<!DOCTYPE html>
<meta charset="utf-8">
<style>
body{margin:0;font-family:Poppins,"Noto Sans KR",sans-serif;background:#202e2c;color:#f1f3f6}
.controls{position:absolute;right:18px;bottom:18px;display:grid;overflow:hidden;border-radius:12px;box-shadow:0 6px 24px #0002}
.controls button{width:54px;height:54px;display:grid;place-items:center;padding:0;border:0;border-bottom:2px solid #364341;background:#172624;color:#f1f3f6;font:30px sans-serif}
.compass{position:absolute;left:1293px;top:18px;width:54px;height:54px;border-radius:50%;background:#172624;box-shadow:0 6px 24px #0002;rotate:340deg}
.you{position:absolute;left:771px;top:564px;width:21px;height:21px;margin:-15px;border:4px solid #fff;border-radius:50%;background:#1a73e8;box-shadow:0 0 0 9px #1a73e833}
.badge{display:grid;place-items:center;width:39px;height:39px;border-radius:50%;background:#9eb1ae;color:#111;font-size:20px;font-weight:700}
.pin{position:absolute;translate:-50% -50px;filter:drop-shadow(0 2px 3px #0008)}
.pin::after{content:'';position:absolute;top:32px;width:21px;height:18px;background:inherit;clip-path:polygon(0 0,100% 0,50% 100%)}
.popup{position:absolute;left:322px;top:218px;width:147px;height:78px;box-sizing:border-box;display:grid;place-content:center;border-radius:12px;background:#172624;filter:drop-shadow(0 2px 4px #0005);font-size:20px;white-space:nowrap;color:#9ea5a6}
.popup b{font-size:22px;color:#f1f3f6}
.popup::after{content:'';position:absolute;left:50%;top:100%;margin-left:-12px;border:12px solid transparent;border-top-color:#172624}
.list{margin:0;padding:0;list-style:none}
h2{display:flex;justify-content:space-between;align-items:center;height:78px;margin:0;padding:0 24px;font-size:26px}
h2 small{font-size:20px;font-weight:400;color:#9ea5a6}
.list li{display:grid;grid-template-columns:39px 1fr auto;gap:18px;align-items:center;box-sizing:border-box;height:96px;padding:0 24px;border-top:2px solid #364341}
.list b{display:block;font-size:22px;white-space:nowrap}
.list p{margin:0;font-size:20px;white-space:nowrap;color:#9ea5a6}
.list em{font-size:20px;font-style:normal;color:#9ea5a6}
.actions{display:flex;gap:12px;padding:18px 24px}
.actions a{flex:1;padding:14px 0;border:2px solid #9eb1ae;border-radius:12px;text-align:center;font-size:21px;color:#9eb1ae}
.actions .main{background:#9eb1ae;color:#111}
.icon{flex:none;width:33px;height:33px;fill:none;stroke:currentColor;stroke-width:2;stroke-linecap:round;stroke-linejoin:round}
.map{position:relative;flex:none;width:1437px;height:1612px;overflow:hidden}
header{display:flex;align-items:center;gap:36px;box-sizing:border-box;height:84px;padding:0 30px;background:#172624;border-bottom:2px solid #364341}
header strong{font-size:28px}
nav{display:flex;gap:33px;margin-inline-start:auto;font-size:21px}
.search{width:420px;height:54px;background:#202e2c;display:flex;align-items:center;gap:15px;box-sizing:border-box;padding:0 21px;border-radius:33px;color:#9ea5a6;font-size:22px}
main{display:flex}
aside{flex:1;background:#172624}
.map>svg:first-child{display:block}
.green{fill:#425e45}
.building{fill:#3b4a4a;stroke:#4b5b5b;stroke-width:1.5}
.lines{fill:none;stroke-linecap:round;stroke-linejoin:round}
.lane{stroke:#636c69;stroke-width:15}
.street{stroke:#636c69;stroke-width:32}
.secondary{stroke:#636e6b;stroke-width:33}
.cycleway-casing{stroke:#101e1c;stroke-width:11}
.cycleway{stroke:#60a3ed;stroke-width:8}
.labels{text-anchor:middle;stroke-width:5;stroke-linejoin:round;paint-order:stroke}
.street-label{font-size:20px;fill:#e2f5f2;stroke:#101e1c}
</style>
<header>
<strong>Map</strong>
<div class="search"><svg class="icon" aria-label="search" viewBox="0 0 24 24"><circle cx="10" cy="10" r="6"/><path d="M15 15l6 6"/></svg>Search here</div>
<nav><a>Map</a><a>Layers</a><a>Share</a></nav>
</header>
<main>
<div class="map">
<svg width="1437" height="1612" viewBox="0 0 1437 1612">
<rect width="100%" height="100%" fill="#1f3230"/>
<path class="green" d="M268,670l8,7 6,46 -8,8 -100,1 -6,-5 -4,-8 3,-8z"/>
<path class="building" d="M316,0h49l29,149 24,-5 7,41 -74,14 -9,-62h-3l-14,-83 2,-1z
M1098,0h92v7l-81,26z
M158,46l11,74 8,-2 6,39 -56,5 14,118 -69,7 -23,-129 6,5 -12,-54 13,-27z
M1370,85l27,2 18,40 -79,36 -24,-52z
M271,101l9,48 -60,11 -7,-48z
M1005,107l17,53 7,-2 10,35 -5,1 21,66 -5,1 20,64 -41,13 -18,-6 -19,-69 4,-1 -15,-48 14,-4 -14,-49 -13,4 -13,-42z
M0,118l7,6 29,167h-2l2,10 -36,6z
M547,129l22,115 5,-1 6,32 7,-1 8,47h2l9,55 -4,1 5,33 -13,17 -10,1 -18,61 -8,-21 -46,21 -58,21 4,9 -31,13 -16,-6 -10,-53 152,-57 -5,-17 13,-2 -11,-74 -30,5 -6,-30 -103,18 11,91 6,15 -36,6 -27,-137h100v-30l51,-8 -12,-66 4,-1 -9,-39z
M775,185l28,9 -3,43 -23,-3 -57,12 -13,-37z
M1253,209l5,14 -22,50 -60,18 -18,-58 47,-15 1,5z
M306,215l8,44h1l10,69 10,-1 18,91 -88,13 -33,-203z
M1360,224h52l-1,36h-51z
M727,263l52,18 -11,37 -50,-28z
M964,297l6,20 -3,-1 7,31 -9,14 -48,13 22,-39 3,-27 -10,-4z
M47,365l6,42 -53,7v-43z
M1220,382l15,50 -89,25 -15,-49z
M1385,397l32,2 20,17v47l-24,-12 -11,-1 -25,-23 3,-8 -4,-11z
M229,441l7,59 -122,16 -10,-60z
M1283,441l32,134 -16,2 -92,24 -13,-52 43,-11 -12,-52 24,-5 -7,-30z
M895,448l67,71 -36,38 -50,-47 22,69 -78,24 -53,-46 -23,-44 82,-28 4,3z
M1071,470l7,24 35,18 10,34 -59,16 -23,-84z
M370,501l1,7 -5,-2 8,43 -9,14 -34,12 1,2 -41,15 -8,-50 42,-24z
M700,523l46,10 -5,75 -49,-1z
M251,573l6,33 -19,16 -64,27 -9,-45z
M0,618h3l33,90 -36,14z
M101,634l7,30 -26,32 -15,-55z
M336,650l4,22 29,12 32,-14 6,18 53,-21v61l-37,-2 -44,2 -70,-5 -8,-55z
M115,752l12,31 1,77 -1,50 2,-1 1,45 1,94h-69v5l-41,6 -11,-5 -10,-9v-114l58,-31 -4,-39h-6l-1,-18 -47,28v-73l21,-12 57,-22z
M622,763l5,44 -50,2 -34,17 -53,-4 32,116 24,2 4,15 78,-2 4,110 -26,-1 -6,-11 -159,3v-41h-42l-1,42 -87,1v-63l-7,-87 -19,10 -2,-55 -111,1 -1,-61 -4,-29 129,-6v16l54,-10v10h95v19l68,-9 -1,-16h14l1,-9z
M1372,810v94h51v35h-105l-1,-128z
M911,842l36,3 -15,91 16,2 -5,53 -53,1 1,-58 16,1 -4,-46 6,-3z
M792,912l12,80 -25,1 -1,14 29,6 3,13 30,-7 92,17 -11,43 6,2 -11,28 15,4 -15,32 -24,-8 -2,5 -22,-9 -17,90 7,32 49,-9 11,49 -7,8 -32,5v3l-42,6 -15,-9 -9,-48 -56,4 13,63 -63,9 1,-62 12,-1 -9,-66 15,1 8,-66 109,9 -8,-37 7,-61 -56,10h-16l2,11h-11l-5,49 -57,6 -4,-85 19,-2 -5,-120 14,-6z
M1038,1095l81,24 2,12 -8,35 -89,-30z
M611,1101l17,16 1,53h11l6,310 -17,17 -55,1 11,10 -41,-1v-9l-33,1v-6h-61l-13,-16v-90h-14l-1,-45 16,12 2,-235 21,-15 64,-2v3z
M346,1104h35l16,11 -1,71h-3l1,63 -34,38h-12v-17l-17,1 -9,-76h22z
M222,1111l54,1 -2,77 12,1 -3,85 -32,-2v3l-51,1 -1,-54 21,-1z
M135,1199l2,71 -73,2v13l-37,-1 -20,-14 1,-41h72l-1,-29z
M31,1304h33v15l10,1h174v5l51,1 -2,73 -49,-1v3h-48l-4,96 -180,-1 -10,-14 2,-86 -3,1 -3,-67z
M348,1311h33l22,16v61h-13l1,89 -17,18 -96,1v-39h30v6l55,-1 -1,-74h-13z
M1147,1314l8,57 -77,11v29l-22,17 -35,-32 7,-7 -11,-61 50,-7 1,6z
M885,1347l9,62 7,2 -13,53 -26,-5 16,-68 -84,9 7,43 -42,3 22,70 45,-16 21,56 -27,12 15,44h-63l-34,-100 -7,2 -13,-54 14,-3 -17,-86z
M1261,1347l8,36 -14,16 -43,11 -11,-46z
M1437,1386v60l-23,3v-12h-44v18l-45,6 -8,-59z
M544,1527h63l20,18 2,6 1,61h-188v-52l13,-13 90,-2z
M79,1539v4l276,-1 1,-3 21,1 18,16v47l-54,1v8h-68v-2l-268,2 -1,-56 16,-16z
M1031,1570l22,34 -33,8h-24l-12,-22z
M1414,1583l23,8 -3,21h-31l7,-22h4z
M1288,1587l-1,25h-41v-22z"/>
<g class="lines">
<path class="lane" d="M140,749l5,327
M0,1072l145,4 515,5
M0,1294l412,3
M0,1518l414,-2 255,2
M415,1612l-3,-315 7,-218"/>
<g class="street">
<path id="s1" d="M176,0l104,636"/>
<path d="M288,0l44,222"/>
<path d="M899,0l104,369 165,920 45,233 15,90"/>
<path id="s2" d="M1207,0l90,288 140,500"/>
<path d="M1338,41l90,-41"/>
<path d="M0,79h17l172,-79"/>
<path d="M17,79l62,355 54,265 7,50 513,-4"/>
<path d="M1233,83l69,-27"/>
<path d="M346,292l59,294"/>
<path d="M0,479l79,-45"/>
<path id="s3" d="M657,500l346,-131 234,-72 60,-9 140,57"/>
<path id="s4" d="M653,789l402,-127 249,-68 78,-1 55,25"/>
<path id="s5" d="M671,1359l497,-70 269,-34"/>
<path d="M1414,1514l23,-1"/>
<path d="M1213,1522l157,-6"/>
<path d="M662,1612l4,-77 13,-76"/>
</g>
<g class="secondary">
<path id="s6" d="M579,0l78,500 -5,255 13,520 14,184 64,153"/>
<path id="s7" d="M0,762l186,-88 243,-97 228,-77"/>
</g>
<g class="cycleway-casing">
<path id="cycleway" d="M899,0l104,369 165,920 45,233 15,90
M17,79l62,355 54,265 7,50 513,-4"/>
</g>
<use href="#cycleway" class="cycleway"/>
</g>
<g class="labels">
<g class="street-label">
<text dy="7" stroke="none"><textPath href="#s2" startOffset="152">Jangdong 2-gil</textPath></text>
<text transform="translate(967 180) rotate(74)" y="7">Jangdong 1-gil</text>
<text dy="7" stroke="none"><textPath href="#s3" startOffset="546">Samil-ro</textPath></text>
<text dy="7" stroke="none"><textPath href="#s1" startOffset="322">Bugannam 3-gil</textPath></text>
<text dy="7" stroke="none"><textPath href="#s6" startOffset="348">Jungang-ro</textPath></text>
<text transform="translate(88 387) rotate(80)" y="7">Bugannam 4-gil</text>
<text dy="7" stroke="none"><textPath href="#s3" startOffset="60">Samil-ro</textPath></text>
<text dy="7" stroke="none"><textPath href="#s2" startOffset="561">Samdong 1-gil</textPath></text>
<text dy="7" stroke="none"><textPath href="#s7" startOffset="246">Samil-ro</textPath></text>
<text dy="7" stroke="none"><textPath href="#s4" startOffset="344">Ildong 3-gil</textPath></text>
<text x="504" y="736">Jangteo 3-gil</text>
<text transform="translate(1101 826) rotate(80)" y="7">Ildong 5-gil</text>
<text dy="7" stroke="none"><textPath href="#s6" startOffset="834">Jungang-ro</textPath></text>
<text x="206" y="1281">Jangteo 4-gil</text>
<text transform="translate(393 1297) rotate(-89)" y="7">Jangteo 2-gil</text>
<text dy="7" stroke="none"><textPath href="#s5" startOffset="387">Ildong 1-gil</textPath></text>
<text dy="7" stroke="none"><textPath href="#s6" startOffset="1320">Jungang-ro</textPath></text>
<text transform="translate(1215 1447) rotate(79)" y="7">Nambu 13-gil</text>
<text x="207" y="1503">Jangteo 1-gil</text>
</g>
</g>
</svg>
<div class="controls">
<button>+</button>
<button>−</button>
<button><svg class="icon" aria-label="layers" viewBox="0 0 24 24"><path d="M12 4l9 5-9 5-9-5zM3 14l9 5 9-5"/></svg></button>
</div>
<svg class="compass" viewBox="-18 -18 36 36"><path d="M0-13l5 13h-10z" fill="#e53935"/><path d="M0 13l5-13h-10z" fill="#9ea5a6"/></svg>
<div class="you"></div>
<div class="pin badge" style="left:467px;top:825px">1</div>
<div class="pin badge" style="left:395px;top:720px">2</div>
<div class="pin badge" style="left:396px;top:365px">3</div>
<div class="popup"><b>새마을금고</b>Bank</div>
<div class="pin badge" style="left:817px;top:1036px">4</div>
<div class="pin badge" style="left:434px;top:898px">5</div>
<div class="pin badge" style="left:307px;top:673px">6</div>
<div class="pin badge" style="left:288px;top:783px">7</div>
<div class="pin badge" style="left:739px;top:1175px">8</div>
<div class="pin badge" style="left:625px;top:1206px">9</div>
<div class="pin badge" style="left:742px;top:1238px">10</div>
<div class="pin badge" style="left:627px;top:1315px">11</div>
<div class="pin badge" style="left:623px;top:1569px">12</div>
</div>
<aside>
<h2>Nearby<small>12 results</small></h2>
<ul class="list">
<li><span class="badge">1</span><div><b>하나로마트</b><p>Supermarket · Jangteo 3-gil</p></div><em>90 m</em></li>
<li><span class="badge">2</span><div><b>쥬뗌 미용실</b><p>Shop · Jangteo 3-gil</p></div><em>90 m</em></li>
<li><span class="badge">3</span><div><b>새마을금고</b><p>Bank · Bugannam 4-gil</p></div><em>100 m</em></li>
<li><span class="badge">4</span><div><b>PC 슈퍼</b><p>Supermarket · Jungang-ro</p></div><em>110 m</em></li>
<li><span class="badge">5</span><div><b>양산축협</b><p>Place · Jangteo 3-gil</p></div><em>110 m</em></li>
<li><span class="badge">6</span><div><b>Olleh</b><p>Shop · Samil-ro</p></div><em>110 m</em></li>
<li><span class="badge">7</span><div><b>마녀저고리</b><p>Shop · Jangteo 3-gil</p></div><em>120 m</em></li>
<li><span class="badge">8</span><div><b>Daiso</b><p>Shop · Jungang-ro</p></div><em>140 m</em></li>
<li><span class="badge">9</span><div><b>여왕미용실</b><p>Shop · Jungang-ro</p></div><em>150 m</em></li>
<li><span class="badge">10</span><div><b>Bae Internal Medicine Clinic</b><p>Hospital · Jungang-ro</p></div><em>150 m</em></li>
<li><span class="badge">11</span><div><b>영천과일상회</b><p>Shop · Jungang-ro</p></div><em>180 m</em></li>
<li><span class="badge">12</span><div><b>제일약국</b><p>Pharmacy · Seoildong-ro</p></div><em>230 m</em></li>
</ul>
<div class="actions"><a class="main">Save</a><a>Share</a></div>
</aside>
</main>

***

• **Activity**:
Return, from the data, each line where the string "list" occurs.

• **Response**:
.list{margin:0;padding:0;list-style:none}
.list li{display:grid;grid-template-columns:39px 1fr auto;gap:18px;align-items:center;box-sizing:border-box;height:96px;padding:0 24px;border-top:2px solid #364341}
.list b{display:block;font-size:22px;white-space:nowrap}
.list p{margin:0;font-size:20px;white-space:nowrap;color:#9ea5a6}
.list em{font-size:20px;font-style:normal;color:#9ea5a6}
<ul class="list">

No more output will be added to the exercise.